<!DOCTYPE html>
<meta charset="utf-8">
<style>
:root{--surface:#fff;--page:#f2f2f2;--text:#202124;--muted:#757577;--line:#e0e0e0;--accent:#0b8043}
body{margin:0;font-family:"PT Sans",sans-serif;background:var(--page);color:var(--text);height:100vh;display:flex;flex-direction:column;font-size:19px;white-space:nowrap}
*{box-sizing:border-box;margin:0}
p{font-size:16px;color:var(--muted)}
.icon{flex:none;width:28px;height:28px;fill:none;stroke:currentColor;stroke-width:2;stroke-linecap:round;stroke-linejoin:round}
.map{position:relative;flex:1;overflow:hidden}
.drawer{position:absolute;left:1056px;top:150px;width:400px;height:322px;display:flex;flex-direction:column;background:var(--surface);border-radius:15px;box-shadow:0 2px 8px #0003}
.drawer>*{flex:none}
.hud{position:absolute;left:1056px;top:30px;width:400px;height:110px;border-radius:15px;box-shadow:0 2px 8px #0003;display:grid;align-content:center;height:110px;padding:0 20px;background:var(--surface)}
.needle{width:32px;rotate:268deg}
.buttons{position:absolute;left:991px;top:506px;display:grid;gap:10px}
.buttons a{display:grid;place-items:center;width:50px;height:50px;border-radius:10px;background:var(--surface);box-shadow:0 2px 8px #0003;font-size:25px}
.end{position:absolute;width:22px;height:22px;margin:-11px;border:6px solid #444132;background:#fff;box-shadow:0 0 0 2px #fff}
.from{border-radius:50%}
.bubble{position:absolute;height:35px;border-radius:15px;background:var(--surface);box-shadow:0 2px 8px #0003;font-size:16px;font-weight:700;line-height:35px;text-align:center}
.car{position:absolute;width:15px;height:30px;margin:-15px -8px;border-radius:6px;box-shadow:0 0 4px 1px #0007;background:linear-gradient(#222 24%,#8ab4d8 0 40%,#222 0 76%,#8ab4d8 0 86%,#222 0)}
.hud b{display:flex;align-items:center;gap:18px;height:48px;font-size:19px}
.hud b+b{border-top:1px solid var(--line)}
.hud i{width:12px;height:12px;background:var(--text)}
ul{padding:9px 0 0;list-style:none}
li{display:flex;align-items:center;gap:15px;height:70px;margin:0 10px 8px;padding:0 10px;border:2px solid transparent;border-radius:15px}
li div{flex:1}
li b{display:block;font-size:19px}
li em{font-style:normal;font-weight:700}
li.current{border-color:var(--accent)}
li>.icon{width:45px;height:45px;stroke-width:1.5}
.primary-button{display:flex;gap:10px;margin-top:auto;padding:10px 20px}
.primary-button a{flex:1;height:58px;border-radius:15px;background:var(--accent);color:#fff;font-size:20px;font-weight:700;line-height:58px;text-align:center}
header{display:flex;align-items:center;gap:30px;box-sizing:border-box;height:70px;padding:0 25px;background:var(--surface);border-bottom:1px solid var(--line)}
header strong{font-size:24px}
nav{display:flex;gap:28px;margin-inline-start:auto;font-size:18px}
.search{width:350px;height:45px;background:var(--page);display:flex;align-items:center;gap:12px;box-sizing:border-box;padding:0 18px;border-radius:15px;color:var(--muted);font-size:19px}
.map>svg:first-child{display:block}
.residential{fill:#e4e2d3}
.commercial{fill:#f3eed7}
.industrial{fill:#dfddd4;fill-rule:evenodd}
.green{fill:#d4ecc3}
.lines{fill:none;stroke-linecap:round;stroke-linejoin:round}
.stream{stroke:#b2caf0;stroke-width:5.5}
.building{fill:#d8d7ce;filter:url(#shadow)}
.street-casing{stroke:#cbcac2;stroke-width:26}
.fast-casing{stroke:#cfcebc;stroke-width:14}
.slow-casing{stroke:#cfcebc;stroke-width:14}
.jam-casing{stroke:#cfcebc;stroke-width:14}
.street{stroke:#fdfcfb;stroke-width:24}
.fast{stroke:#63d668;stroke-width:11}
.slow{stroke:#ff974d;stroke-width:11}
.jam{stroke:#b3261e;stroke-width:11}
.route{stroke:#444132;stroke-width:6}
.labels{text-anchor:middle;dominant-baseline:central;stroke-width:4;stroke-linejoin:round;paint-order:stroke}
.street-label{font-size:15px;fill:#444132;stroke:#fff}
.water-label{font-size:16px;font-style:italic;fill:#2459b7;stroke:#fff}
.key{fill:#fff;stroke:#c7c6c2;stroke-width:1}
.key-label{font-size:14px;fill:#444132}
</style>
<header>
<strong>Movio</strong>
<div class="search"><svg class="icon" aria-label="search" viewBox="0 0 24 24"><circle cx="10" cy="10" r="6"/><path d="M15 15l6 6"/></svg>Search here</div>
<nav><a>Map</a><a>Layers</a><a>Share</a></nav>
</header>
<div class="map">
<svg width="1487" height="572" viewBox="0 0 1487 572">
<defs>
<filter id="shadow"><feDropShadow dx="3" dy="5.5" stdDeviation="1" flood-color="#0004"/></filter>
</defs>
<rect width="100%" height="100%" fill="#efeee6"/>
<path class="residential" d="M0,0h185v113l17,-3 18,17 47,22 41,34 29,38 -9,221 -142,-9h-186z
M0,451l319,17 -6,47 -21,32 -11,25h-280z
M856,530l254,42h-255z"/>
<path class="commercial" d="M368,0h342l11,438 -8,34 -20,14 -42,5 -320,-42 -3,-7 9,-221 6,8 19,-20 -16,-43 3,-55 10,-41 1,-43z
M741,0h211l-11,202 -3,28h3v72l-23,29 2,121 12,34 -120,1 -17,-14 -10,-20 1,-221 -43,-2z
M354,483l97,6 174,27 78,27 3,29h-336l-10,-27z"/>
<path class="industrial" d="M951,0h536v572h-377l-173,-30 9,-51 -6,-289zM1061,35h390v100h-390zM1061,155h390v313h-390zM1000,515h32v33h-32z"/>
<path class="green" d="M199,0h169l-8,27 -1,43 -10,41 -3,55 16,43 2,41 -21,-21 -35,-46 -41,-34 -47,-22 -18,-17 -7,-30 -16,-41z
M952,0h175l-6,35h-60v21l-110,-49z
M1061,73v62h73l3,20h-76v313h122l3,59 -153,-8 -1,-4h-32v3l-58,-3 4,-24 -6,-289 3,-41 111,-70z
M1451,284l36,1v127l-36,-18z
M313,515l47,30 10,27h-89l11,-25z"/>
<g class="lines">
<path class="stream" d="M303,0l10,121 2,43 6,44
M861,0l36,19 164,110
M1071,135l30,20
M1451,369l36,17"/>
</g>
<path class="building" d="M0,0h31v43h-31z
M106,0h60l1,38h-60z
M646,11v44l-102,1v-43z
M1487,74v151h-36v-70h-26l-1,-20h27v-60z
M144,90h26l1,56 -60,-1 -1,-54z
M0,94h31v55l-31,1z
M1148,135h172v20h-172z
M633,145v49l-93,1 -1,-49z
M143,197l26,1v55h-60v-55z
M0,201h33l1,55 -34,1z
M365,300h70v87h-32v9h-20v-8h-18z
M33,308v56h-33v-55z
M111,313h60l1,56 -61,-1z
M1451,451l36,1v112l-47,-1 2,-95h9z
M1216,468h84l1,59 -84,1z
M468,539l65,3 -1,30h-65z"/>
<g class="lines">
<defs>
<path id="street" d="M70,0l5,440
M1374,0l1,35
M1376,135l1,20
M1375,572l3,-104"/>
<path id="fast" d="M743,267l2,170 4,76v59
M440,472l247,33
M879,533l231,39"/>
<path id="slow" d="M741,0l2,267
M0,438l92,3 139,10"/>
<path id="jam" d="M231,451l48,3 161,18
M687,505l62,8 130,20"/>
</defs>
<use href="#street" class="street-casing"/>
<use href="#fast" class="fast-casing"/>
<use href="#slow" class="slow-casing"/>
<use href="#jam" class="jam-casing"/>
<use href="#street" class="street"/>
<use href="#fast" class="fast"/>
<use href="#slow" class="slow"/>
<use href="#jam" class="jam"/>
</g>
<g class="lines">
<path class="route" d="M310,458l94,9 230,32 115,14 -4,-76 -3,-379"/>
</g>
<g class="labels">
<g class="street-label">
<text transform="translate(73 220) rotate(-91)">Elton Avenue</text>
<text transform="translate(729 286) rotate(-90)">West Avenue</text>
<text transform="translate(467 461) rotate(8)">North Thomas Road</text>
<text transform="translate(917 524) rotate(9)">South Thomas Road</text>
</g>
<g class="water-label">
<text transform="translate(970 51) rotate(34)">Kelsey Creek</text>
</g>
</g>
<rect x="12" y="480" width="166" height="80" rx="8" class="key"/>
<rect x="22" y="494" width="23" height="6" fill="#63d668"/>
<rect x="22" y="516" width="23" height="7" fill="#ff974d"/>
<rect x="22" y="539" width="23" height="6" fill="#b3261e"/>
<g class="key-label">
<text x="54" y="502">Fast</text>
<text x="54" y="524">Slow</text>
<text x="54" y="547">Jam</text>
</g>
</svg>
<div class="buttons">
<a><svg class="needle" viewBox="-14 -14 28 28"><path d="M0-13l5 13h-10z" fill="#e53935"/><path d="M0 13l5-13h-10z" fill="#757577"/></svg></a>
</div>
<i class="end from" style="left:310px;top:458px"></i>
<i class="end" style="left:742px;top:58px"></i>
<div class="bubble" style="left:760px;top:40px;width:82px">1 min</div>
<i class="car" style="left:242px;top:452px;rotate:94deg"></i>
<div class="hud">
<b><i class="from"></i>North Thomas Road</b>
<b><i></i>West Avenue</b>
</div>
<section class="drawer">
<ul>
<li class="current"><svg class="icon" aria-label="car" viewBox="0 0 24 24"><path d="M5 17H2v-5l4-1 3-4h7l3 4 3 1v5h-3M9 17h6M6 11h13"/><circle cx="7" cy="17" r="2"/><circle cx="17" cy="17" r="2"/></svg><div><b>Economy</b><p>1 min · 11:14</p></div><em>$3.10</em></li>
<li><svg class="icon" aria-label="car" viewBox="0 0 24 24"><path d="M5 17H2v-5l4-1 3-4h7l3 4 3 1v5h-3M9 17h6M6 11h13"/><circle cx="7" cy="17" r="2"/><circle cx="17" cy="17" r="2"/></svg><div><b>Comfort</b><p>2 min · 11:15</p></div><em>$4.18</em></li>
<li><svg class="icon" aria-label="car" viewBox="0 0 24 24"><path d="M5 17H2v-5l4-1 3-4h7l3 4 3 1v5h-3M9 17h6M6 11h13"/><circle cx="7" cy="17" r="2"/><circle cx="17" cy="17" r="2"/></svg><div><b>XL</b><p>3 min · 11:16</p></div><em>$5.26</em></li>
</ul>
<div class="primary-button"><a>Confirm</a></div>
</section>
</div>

**Brief:**
Return each line of the records above in which the word "strong" occurs.

**Reply:**
header strong{font-size:24px}
<strong>Movio</strong>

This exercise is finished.